Records from a dataset
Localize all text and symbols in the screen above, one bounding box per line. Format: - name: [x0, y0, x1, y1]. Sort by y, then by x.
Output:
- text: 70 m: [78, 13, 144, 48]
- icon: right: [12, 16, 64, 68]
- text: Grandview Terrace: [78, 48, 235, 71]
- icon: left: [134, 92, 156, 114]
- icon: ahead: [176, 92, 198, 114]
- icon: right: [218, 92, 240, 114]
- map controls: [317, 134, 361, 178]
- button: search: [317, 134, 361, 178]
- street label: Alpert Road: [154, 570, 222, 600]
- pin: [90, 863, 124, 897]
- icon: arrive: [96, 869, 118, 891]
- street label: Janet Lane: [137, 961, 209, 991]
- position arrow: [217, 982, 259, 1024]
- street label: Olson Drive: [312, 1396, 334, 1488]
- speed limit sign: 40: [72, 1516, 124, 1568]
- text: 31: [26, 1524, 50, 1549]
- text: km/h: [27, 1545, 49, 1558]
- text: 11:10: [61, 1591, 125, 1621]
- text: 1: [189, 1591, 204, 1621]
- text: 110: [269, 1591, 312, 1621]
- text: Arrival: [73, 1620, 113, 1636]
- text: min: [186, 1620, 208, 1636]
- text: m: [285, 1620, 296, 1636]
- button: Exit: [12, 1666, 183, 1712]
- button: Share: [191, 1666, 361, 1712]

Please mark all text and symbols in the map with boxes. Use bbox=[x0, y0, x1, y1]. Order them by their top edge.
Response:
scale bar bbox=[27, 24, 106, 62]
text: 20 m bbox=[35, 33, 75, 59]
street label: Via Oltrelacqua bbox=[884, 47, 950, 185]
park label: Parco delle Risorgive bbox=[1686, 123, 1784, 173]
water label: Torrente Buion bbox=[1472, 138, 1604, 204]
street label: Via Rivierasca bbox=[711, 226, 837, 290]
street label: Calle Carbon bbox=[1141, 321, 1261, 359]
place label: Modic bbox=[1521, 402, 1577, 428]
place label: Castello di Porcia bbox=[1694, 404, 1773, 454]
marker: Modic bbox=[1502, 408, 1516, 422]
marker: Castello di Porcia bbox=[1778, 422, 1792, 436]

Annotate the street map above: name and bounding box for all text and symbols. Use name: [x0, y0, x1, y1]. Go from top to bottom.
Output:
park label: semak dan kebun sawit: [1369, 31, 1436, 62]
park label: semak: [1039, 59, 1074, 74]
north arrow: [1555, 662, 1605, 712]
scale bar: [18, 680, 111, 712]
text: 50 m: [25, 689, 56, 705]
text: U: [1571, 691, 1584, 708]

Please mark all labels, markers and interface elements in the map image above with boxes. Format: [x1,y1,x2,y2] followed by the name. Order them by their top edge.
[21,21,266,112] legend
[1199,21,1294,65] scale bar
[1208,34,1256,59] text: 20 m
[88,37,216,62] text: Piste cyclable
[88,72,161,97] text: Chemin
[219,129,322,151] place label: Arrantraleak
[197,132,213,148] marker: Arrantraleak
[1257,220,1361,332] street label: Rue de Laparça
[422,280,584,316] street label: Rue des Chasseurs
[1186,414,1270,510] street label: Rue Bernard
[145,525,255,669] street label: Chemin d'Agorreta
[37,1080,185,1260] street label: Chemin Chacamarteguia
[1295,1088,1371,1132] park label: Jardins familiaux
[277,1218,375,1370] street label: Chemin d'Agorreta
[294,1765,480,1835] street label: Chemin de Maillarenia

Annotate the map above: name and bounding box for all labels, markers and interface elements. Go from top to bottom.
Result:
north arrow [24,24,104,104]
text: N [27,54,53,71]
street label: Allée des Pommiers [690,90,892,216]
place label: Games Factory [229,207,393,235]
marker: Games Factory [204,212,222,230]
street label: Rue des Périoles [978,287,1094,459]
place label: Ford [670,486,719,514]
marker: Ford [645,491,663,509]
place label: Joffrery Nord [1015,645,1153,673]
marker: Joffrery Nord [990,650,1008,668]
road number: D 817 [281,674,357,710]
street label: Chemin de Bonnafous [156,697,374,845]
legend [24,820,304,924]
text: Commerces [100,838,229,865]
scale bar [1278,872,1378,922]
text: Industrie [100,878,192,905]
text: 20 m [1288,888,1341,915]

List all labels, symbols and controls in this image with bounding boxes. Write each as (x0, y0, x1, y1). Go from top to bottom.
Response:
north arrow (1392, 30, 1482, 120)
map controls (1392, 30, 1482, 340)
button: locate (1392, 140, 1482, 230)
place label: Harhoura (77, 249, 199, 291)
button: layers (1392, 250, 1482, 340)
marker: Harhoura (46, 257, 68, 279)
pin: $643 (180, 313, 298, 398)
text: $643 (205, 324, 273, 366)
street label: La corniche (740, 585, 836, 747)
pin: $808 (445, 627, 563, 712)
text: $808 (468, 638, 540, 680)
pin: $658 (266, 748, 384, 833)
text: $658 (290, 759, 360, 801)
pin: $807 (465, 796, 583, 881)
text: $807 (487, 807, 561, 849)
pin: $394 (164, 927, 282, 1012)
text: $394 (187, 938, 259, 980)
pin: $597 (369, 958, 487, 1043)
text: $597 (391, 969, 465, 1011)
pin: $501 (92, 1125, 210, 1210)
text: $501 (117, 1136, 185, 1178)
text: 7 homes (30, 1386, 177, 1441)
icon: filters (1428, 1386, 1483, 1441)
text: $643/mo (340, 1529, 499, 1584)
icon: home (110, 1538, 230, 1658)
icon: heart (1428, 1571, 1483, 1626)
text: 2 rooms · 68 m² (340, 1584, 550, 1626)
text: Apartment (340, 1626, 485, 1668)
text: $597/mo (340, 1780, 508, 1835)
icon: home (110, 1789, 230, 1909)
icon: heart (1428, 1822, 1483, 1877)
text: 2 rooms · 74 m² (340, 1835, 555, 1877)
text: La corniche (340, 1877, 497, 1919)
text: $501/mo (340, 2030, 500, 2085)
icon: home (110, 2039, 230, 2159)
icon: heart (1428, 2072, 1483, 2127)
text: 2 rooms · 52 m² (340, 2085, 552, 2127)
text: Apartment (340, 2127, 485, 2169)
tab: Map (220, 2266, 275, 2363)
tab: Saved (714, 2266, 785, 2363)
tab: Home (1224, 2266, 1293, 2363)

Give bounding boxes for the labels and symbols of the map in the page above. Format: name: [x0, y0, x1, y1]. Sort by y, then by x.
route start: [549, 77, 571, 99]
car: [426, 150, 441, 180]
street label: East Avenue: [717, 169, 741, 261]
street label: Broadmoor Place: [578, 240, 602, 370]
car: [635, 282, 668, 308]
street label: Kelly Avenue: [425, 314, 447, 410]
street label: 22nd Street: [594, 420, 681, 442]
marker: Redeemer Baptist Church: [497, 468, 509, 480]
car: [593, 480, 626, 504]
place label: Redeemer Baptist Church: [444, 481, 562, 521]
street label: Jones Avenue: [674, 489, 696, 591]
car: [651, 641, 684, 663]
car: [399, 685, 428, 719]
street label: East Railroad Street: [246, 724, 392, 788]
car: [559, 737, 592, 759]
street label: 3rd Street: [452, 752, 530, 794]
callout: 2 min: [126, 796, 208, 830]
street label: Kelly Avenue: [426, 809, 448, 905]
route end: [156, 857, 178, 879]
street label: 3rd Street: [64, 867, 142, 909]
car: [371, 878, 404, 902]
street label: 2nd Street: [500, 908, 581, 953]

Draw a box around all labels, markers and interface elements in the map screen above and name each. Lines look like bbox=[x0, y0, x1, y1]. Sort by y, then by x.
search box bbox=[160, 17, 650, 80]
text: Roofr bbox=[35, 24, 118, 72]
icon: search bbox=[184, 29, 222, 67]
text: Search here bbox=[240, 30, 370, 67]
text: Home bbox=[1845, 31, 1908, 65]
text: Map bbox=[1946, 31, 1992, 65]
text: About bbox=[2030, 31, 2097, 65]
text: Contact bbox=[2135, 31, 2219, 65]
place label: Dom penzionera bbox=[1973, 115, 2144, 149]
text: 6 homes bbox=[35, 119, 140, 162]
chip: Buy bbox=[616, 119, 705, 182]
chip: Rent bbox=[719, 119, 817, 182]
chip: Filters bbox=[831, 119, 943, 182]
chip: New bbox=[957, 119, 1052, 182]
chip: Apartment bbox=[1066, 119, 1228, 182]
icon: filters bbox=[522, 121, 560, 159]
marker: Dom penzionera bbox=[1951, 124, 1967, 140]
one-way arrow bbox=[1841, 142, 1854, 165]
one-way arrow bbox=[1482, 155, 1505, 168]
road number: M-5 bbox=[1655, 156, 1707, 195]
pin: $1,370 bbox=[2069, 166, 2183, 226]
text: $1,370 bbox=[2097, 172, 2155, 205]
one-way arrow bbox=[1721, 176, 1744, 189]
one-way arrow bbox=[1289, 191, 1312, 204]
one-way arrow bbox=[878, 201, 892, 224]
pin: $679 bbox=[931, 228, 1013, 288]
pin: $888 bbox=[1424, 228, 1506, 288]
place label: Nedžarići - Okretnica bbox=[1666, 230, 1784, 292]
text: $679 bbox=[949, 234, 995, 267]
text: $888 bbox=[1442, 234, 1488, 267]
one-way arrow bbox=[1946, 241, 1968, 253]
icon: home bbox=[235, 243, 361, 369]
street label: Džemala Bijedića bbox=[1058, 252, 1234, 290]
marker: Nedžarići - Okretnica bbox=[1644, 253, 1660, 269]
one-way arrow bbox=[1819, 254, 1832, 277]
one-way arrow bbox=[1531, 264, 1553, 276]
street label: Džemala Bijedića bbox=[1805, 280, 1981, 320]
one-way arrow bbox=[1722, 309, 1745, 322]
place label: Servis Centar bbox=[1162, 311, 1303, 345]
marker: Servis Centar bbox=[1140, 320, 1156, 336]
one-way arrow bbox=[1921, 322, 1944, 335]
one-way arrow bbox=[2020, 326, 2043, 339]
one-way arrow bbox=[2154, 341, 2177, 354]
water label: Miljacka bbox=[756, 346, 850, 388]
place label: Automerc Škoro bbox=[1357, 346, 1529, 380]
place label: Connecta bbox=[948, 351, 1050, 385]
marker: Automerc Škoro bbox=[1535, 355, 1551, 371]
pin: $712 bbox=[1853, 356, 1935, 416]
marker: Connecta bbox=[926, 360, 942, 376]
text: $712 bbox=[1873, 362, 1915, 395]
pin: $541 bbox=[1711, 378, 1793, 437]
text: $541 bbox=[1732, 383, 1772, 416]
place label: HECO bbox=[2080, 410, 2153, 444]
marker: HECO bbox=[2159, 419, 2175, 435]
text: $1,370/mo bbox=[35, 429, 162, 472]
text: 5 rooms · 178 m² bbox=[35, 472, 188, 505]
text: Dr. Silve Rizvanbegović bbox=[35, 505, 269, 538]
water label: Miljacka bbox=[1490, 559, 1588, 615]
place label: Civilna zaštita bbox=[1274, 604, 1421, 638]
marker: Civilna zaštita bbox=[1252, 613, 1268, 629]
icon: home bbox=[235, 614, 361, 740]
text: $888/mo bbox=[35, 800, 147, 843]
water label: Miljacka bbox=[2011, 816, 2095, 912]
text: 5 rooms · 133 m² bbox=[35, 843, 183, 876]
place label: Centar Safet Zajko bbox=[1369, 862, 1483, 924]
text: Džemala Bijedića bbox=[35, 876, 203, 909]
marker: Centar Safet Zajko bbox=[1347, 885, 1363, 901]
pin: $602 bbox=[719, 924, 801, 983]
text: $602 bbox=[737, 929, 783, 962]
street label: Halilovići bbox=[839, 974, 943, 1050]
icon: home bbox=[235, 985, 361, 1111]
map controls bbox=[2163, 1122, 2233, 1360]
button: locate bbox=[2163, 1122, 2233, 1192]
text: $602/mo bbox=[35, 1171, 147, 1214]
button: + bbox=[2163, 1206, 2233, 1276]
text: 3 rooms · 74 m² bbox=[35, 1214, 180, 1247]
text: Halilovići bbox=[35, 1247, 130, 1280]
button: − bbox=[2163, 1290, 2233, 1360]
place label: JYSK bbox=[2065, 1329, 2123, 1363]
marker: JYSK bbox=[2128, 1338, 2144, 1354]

* Your goal *
The answer must consist of each line from the entries that contains the string "Porcia".

* Solution for this task *
place label: Castello di Porcia bbox=[1694, 404, 1773, 454]
marker: Castello di Porcia bbox=[1778, 422, 1792, 436]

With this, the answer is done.